Dem Spülsaumtrio auf der Spur
In der Salzwiesen-Wildnis des Nationalparks Wattenmeer
An der schleswig-holsteinischen Westküste sind diesige oder gar neblige Tage in der kalten Jahreszeit nicht gerade selten. Beim winterlichen Deichspaziergang bietet dann die einzigartige Stimmung am Rande der Salzwiesenweiten genügend Inspiration für Geschichten um Liebe, Missgunst bis hin zu Mord. Sah ich dort hinten im Dunst nicht gerade einen Schimmel auf der Deichkrone weggaloppieren?…
Was in der Überschrift „Dem Spülsaumtrio auf der Spur“ nach einem der in Mode gekommenen Nordsee-Krimis klingt, ist auch ohne ein Verbrechen sehr spannend:
Wie aus dem Nichts fliegt plötzlich ein ganzer Schwung Kleinvögel vor mir auf und holt mich aus meinen Gedanken. Am Boden waren die Vögel mit ihrer bräunlichen Oberseitenfärbung im Angespül gut getarnt. Ihre sphärisch klirrenden „tieh“ u. „zirr“-Rufe lassen sie auch noch beim Abfliegen als Ohrenlerchen bestimmen.

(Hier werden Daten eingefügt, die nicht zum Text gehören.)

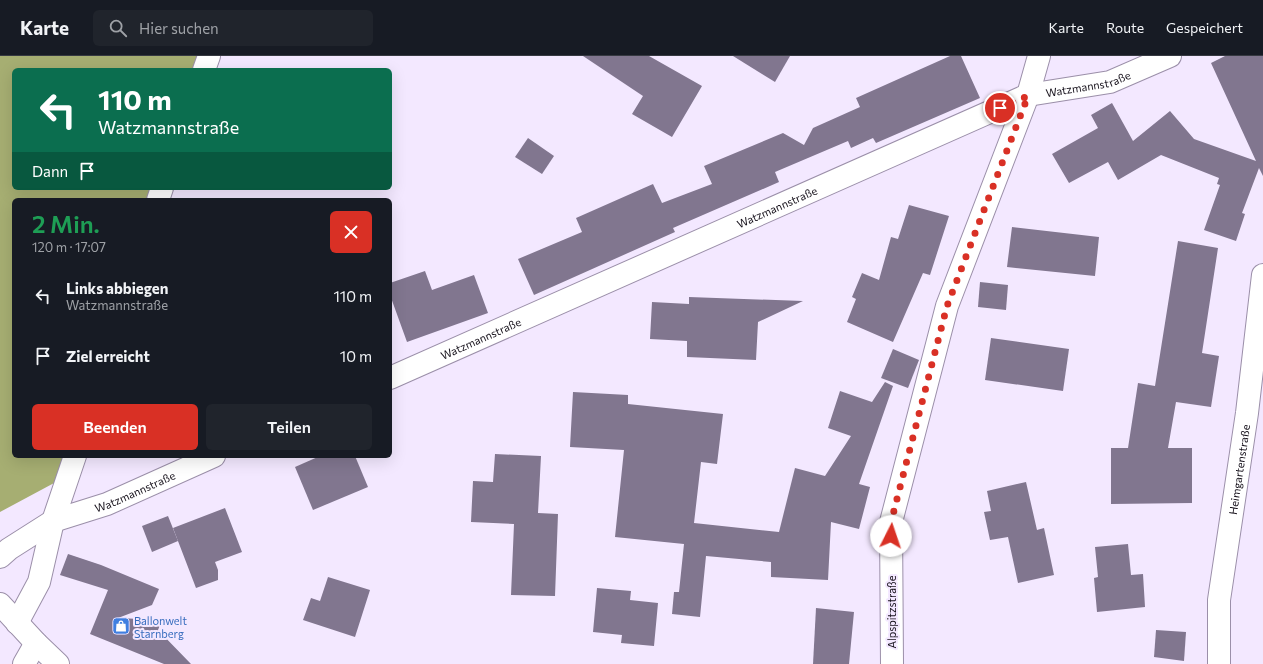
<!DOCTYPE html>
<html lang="de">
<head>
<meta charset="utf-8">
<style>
	:root { --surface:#171b24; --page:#20242c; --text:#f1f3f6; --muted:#9ea1a6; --line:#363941; --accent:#d93025 }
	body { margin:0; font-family:Commissioner,sans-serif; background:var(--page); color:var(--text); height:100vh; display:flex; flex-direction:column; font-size:15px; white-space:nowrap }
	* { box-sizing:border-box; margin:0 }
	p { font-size:13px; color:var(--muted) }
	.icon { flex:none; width:22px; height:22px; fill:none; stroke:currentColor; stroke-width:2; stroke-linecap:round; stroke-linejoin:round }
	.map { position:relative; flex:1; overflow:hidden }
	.panel { position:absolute; left:12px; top:142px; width:380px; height:260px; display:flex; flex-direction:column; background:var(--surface); border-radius:6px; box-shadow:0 4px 16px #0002 }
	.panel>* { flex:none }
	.banner { position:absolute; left:12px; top:12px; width:380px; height:122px; border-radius:6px; box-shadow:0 4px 16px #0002; background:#0b6e4f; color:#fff; overflow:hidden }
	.pin { position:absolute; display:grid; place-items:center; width:34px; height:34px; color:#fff; margin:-17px; border:2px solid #fff; border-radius:50%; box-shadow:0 1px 4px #0007 }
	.me { position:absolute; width:44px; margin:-22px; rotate:4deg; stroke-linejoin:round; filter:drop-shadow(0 0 3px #0008) }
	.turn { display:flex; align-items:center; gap:14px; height:84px; padding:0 20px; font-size:18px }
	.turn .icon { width:52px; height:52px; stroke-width:2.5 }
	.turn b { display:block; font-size:28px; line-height:34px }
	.then { display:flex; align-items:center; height:38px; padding:0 20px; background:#0003; gap:8px; font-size:15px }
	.round { display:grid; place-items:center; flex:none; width:42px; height:42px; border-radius:6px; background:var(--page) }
	.head { display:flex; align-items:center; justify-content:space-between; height:68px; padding:0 20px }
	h1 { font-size:24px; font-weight:600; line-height:30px; color:#1e9e55 }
	.primary-button { display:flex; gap:8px; margin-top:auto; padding:8px 20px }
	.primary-button a { flex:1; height:46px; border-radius:6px; background:var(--accent); color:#fff; font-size:16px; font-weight:600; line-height:46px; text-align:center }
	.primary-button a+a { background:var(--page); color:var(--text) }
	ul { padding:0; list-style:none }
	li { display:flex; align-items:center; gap:12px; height:60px; padding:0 20px }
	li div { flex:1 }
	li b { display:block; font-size:15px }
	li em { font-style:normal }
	header { display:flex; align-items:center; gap:24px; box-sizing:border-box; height:56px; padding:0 20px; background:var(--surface); border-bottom:1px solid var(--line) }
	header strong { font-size:19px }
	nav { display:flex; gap:22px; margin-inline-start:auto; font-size:14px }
	.search { width:280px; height:36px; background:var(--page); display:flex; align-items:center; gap:10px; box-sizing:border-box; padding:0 14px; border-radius:6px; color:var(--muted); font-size:15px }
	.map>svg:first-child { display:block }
</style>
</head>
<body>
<header>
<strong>Karte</strong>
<div class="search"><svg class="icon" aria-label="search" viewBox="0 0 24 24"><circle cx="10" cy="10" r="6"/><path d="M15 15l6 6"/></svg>Hier suchen</div>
<nav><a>Karte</a><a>Route</a><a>Gespeichert</a></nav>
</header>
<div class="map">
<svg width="1263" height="608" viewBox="0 0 1263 608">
	<rect width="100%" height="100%" fill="#f3e8ff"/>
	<path fill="#a6ae72" d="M 0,0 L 212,0 L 206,14 L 14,14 L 14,132 L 162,132 L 158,144 L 14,144 L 14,400 L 75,400 L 69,419 L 0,456 Z"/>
	<g fill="#81768f">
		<path d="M 583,0 L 649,0 L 702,30 L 672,81 L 632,58 L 643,40 Z"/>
		<path d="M 733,0 L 790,0 L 775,26 Z"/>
		<path d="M 950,0 L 961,0 L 980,42 L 876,87 L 873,82 L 851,92 L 848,85 L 775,116 L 779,126 L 673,172 L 675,176 L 534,239 L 518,203 L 582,176 L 576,162 L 653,128 L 662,147 L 712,128 L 704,110 L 783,77 L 804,89 L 813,72 L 860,51 L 856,42 Z"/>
		<path d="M 1225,0 L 1263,0 L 1263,120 L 1259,112 L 1242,157 L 1245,158 L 1236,185 L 1204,174 L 1220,129 L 1217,128 L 1219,122 L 1161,99 L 1118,124 L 1108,106 L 1069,127 L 1052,98 L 1098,72 L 1091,59 L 1112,47 L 1133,85 L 1170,55 L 1194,83 L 1256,105 L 1211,7 Z"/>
		<path d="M 528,82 L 554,100 L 542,118 L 515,101 Z"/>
		<path d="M 909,149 L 949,160 L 930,219 L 923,217 L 893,286 L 847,266 L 856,243 L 852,241 L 862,217 L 879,224 L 891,181 L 898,183 Z"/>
		<path d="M 1012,171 L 1099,181 L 1095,220 L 1007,211 Z"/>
		<path d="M 1178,185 L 1218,192 L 1202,297 L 1219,300 L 1211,351 L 1176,346 L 1168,392 L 1192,392 L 1192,447 L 1111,448 L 1111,392 L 1128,392 L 1138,327 L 1155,330 Z"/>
		<path d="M 425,215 L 432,234 L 474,219 L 488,257 L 407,286 L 390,239 L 390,227 Z"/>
		<path d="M 980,226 L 1008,229 L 1006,254 L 978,251 Z"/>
		<path d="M 689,241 L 803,245 L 758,266 L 756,304 L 687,301 L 687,285 L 650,283 L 652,246 L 689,248 Z"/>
		<path d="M 991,282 L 1069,293 L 1063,335 L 985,324 Z"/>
		<path d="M 893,293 L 919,304 L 908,332 L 881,322 Z"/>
		<path d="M 885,326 L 893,330 L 859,428 L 870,431 L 859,473 L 831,466 L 828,524 L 771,521 L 771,506 L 706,500 L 700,561 L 672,558 L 674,536 L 679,536 L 684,488 L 615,481 L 624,394 L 570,391 L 573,336 L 628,339 L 628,348 L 723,358 L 717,408 L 701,406 L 694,467 L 779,476 L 795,412 L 825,420 L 851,380 L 828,372 L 840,335 L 872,346 Z"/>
		<path d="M 495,398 L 541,400 L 538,457 L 558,458 L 555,540 L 511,539 L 514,468 L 471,466 L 473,425 L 493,426 Z"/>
		<path d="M 320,400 L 355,400 L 368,431 L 313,454 L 295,411 Z"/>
		<path d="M 1026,426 L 1037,474 L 1044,472 L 1054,519 L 1018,527 L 1008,481 L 990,484 L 984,456 L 991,455 L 987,435 Z"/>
		<path d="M 225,452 L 242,496 L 215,506 L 218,514 L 218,524 L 196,532 L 173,472 Z"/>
		<path d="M 168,460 L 178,485 L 152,496 L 142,470 Z"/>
		<path d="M 1128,488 L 1131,519 L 1143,518 L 1145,551 L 1097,556 L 1094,522 L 1098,521 L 1095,491 Z"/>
		<path d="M 68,498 L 101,509 L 159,533 L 152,549 L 118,562 L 162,564 L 158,574 L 191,608 L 164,608 L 90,578 L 108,534 L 60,519 Z"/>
		<path d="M 328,521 L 370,534 L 355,581 L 303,564 L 311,542 L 320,545 Z"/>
		<path d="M 597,532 L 631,535 L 630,544 L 658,547 L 654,590 L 621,587 L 622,579 L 593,576 Z"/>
		<path d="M 816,552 L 854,556 L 849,608 L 813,608 Z"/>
		<path d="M 1156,574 L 1186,576 L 1184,605 L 1154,601 Z"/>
	</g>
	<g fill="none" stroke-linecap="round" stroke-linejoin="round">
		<defs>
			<g id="street">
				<path id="s1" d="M 390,322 L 1028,39 L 1110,26 L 1170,0"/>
				<path id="s2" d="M 53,465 L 107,448 L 214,400"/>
				<path d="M 24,608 L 36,587"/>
				<path d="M 892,608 L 891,466 L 947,250 L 1028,39 L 1039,0"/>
				<path id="s3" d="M 1219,608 L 1219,544 L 1247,357 L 1263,219"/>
			</g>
			<g id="secondary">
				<path d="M 204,14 L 209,0"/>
				<path d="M 158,144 L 162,132"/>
				<path d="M 0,501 L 9,493 L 53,465"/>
				<path d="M 0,548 L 36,587 L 58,608"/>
				<path d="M 17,567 L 39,526 L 53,465 L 75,400"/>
			</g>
		</defs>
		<use href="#street" stroke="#9b8fa9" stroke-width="24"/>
		<use href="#secondary" stroke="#9b8fa9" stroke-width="24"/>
		<use href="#street" stroke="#fff" stroke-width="22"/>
		<use href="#secondary" stroke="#fff" stroke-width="22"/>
	</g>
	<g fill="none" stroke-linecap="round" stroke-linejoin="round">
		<path stroke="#d93025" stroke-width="7" stroke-dasharray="0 12.6" d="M 891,480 L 891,466 L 947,250 L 1028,40 L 1000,52"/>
	</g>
	<defs>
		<symbol id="shop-square" viewBox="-11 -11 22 22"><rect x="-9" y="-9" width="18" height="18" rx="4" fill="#3f7fe0" stroke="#f3e8ff"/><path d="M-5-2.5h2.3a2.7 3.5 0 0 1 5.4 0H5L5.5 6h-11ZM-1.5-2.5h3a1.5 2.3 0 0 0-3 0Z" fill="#fff"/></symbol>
	</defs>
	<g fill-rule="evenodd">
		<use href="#shop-square" x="111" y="560" width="20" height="20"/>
	</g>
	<g text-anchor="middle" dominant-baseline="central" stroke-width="4" stroke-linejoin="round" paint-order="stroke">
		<g font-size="11" fill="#15101a" stroke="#f3e8ff">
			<text stroke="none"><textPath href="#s1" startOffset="759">Watzmannstraße</textPath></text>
			<text stroke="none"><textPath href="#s1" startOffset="423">Watzmannstraße</textPath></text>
			<text stroke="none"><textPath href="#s1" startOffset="99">Watzmannstraße</textPath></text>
			<text stroke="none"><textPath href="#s3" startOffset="196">Heimgartenstraße</textPath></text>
			<text stroke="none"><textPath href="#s2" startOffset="87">Watzmannstraße</textPath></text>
			<text transform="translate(891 556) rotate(-90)">Alpspitzstraße</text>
		</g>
		<g font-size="11" fill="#366cbe" stroke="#f3e8ff" text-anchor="start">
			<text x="134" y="564">Ballonwelt<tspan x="134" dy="13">Starnberg</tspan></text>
		</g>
	</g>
</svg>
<div class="pin" style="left:1000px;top:52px;background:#d93025"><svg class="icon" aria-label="arrive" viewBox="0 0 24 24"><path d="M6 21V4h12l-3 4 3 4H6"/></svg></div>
<svg class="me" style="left:891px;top:480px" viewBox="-20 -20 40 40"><circle r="19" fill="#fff"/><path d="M0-13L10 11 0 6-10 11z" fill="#d93025"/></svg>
<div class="banner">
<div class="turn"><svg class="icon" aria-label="left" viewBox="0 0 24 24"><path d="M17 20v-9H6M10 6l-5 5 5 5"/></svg><div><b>110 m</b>Watzmannstraße</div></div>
<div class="then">Dann<svg class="icon" aria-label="arrive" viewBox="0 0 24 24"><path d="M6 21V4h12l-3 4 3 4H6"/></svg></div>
</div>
<section class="panel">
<div class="head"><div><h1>2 Min.</h1><p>120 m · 17:07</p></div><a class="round" style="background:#d93025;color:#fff"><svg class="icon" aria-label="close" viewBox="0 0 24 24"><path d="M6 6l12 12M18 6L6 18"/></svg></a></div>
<ul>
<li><svg class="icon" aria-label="left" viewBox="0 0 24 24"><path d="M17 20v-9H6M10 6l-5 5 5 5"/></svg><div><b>Links abbiegen</b><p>Watzmannstraße</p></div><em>110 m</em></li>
<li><svg class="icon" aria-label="arrive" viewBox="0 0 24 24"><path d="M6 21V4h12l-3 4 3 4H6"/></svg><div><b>Ziel erreicht</b></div><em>10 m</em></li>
</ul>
<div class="primary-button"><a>Beenden</a><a>Teilen</a></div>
</section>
</div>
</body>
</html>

Ohrenlerchen gehören zu den typischen Wintergästen des Nationalparks. Man findet sie fast immer in der Nähe des Deichfußes, dort wo die höheren Wasserstände i.d.R. zur Springtide, d.h. zwei Tage nach Voll- bzw. Neumond, einen schier endlos langen Saum von Treibgut anschwemmen. Neben größeren Teilen, wie Holz unterschiedlichster Herkunft, Faschinen*-Resten aus dem Lahnungs**bau, Pflanzenteilen der Salzwiesenvegetation, Schilf, Seegras, Schulpe*** und leider auch Paraffin und Plastikmüll, bringt das Wasser auch Wertvolles im Kleinen mit sich.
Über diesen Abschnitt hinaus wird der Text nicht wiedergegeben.